According to the 15m underwater rule, on start and turns, the wording stated that a swimmer had to be on the surface after 15m and thus not go back underwater. That rule then circumvented those who might try to come up to the surface and go back underwater. Although re-submerging was not happening, the rule-makers did not want backstroke to return to the underwater race it had become.
This rule then inadvertently impacted the finish.

At the finish, on the dive for the wall, a backstroker will likely submerge as they touch. Watching the final lunge, or dive, for the finish, in international events, you’d note that many (if not all) the swimmers submerge momentarily as they touch.
At a competition for young age group swimmers I had a swimmer disqualified for going under water on the touch. I was gobsmacked! This was not a rule. I was certain. The recently qualified Referee gleefully showed me the rule after the competition. I did not want to spend £50 to make a written protest (another bugbear of mine).
Since I felt this was a misinterpretation of the rule I emailed and subsequently met with the National Referee who tutors the Referees.
Again I was gobsmacked! The new Referee was correct (indeed that made me wrong…oh dear). But I asked about international swimmers who seemed to break this rule and it was true; they do go underwater on the touch but this is overlooked.
How is this fair? Expert swimmers don’t need to follow this rule but young swimmers do?

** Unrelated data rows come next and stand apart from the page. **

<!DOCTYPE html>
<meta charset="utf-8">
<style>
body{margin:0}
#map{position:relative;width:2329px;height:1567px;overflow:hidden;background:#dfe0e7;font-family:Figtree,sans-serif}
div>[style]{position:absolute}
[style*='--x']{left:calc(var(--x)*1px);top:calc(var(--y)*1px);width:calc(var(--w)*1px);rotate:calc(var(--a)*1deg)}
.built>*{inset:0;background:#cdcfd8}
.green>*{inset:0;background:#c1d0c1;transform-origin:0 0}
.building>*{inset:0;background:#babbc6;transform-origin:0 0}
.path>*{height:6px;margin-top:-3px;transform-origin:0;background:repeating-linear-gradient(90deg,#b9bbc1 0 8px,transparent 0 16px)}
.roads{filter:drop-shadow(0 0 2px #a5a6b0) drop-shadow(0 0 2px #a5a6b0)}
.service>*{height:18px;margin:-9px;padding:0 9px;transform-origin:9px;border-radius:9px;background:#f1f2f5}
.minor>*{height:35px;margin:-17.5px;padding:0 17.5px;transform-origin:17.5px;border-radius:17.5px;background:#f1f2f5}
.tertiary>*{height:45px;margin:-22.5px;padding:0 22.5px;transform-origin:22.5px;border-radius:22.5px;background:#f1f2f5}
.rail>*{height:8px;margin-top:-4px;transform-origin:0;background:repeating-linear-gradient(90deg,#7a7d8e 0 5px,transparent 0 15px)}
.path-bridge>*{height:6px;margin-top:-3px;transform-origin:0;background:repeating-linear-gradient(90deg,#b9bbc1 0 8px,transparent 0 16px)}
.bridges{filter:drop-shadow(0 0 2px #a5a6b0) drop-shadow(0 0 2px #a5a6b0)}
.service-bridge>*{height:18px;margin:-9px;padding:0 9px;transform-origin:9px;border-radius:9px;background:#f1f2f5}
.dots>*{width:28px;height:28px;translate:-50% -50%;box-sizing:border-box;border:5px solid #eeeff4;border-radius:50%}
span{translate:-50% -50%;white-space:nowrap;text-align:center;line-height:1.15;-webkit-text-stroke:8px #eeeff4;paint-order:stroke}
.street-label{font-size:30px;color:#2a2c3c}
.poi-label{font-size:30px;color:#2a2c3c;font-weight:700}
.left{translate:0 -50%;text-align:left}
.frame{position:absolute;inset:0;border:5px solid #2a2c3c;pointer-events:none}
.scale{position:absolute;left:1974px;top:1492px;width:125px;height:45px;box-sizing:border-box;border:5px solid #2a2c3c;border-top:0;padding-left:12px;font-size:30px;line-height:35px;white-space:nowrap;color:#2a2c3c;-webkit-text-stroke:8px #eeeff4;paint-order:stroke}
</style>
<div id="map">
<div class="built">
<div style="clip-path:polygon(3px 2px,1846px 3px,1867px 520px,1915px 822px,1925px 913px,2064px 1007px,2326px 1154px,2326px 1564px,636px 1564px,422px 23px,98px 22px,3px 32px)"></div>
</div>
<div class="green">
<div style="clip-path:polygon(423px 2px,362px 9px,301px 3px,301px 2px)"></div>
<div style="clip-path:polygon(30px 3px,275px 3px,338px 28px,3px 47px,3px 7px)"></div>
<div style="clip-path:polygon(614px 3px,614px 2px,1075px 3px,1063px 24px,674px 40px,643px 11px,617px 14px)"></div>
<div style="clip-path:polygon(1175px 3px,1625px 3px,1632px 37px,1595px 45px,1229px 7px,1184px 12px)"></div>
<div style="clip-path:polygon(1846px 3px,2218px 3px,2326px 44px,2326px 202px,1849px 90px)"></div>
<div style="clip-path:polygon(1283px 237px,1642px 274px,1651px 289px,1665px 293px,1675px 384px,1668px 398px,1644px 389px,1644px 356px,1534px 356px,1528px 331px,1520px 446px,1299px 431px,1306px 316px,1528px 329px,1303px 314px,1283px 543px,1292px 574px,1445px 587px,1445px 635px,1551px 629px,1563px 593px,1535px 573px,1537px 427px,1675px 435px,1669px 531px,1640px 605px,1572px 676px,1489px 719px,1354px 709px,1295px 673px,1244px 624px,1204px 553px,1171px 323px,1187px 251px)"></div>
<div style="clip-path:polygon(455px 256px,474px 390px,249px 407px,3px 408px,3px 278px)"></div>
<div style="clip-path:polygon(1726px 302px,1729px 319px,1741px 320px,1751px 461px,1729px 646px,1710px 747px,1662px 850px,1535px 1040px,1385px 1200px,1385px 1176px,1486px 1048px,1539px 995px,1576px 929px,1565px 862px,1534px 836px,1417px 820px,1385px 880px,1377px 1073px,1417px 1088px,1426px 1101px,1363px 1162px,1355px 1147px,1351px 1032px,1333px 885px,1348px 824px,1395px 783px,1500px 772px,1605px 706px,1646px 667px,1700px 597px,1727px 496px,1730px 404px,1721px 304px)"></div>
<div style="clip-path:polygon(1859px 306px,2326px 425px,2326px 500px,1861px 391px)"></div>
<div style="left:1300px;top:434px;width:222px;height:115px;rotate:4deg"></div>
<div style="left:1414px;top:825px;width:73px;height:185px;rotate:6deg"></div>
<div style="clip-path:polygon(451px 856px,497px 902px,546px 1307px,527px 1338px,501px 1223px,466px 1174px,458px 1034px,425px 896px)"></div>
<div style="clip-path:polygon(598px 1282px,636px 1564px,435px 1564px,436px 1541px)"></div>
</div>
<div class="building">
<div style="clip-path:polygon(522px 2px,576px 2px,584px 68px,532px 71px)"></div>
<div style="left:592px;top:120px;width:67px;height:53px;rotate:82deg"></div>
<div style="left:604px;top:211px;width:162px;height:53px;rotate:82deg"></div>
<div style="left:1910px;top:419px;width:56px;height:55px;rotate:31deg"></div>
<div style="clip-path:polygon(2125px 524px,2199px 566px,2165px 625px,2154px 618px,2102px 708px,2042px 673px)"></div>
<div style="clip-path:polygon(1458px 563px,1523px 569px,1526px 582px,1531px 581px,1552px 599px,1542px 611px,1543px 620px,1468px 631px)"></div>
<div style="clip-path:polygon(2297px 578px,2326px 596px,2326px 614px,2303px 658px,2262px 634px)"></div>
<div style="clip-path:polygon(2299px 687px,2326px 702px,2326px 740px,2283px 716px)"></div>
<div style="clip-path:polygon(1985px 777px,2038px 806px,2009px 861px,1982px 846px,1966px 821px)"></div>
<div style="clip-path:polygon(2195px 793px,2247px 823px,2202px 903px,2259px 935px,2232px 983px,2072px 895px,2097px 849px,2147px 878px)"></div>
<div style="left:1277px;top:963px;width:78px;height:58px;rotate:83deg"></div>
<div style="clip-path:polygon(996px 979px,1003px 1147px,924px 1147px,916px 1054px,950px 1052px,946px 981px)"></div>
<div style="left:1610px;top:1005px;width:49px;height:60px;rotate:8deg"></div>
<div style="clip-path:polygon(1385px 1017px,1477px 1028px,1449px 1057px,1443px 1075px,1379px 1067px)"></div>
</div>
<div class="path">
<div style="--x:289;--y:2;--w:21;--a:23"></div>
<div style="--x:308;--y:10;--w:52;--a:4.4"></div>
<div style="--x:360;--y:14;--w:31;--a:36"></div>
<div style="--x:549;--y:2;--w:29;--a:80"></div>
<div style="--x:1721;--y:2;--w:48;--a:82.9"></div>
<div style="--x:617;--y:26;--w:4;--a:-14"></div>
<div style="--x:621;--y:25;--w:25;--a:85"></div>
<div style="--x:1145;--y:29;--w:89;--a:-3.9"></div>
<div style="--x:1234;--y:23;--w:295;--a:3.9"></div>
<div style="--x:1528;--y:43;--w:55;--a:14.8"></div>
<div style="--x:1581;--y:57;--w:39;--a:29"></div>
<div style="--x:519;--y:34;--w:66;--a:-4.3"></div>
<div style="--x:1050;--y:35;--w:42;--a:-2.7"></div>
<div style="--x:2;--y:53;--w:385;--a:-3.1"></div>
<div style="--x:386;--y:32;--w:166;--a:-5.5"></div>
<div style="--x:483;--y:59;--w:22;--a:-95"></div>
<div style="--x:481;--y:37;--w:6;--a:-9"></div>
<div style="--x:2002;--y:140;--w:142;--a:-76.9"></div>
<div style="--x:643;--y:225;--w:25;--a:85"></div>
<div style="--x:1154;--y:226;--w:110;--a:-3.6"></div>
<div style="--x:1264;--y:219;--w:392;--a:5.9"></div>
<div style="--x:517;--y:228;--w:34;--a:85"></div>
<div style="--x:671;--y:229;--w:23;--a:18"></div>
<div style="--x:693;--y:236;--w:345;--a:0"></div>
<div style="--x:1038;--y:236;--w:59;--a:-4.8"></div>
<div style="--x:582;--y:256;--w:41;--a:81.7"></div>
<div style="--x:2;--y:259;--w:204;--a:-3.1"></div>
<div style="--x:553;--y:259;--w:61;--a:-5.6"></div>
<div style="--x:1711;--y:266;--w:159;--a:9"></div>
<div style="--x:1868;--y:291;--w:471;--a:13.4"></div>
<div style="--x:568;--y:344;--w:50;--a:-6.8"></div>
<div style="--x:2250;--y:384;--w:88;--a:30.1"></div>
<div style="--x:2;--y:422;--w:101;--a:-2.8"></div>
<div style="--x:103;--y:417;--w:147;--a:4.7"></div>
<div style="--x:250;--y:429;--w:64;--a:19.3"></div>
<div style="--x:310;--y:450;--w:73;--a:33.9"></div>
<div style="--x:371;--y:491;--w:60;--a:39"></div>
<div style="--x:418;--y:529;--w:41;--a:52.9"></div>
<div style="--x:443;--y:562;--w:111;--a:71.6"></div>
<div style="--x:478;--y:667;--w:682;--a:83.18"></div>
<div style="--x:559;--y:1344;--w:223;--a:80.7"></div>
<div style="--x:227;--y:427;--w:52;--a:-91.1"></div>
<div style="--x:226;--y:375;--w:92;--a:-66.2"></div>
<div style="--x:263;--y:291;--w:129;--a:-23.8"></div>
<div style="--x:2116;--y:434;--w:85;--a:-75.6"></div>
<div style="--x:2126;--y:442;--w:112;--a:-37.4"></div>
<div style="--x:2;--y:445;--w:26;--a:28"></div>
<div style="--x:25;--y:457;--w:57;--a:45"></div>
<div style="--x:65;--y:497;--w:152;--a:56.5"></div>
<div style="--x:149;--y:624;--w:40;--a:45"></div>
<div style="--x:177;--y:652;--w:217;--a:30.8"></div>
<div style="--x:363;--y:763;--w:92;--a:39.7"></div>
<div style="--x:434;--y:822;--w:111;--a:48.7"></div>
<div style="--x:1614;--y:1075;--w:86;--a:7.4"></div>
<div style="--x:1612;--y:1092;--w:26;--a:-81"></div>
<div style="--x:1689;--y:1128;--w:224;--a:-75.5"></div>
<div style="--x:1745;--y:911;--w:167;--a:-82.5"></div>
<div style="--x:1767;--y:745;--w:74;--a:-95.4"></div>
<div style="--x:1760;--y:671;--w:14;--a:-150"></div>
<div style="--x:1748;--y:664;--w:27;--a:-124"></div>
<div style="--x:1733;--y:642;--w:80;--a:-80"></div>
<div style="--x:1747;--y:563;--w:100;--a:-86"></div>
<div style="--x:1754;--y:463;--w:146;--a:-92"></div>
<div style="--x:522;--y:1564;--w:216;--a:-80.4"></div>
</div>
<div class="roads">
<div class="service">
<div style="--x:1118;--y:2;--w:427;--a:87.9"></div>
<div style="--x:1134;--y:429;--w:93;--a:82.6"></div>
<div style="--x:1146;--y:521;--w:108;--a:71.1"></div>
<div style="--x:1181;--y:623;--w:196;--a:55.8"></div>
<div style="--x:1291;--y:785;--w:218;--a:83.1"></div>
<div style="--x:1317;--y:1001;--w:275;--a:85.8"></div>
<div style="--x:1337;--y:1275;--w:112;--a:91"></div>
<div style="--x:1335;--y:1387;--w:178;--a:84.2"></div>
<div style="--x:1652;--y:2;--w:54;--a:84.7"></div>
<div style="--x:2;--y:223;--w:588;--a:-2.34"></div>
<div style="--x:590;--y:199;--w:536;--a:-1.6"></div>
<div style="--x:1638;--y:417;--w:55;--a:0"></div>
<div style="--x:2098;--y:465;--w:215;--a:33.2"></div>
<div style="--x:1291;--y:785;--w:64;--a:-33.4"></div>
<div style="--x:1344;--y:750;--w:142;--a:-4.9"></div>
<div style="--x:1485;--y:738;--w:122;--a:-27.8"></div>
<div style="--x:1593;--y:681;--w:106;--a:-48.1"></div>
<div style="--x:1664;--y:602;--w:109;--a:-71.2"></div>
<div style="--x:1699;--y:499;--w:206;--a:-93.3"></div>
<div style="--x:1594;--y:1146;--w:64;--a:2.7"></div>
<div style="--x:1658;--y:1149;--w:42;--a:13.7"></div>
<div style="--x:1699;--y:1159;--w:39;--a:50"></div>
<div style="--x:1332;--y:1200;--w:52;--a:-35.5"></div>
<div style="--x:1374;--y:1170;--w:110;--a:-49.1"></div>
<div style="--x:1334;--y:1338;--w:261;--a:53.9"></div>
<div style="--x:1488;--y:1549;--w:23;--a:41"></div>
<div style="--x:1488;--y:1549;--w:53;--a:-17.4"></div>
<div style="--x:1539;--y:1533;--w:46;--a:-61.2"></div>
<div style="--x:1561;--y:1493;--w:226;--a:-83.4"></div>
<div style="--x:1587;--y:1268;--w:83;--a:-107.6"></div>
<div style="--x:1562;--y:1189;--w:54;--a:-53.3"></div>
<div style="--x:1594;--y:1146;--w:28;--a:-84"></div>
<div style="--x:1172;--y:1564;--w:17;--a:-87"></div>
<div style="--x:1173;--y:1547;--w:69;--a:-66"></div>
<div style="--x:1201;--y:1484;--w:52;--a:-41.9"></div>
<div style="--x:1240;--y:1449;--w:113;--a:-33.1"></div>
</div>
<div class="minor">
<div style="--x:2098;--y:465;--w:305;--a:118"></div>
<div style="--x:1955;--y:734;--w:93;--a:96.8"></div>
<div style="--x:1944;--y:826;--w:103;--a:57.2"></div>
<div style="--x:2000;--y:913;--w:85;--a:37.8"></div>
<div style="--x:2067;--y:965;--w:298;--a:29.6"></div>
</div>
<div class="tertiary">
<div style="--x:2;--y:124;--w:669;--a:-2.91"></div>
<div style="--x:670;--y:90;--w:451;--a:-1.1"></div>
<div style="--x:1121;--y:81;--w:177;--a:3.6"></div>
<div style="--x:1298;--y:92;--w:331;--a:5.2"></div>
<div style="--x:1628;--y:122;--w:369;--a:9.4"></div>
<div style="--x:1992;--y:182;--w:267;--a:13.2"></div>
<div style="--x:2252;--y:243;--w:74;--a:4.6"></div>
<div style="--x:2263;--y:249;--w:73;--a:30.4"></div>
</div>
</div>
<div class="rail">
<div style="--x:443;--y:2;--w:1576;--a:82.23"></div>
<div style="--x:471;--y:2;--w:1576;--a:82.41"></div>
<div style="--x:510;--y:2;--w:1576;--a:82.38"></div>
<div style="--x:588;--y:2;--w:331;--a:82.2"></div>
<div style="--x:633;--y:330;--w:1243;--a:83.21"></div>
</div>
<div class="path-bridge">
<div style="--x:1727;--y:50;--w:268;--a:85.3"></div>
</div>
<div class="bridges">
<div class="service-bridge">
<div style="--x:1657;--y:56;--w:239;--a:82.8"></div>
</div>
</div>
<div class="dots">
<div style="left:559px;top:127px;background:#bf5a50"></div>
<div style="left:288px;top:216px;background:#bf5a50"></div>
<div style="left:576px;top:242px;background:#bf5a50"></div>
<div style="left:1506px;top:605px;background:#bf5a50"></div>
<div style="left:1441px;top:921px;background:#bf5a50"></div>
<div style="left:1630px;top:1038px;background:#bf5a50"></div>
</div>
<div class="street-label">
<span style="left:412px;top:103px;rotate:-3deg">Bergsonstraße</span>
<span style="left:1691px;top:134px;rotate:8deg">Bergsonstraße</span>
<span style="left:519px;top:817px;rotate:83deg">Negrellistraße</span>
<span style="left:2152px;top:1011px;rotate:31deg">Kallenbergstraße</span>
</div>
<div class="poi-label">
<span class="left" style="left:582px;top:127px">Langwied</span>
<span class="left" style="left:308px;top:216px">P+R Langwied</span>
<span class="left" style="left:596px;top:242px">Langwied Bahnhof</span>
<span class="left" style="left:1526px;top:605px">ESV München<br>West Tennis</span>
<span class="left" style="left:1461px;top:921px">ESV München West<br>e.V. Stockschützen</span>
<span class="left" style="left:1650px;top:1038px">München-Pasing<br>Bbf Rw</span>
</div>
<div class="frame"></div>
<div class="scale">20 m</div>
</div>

Looking into this I found that the way to make a rule change is a very long drawn out process. So I didn’t. Instead, like other coaches of non-international swimmers, I teach my swimmers to flick their feet up on the finish. But this ridiculous rule, that’s not really a rule, continues, and newly qualified Referees can gleefully disqualify those swimmers who don’t know, while the experienced Referees turn a blind eye.
Update!
The rule that isn’t really a rule is now officially not a rule in 2023. On the touch on the backstroke you can go underwater as you touch the wall. All those traumatised kids, disqualified for a vague rule, can now touch as they like. Happy days.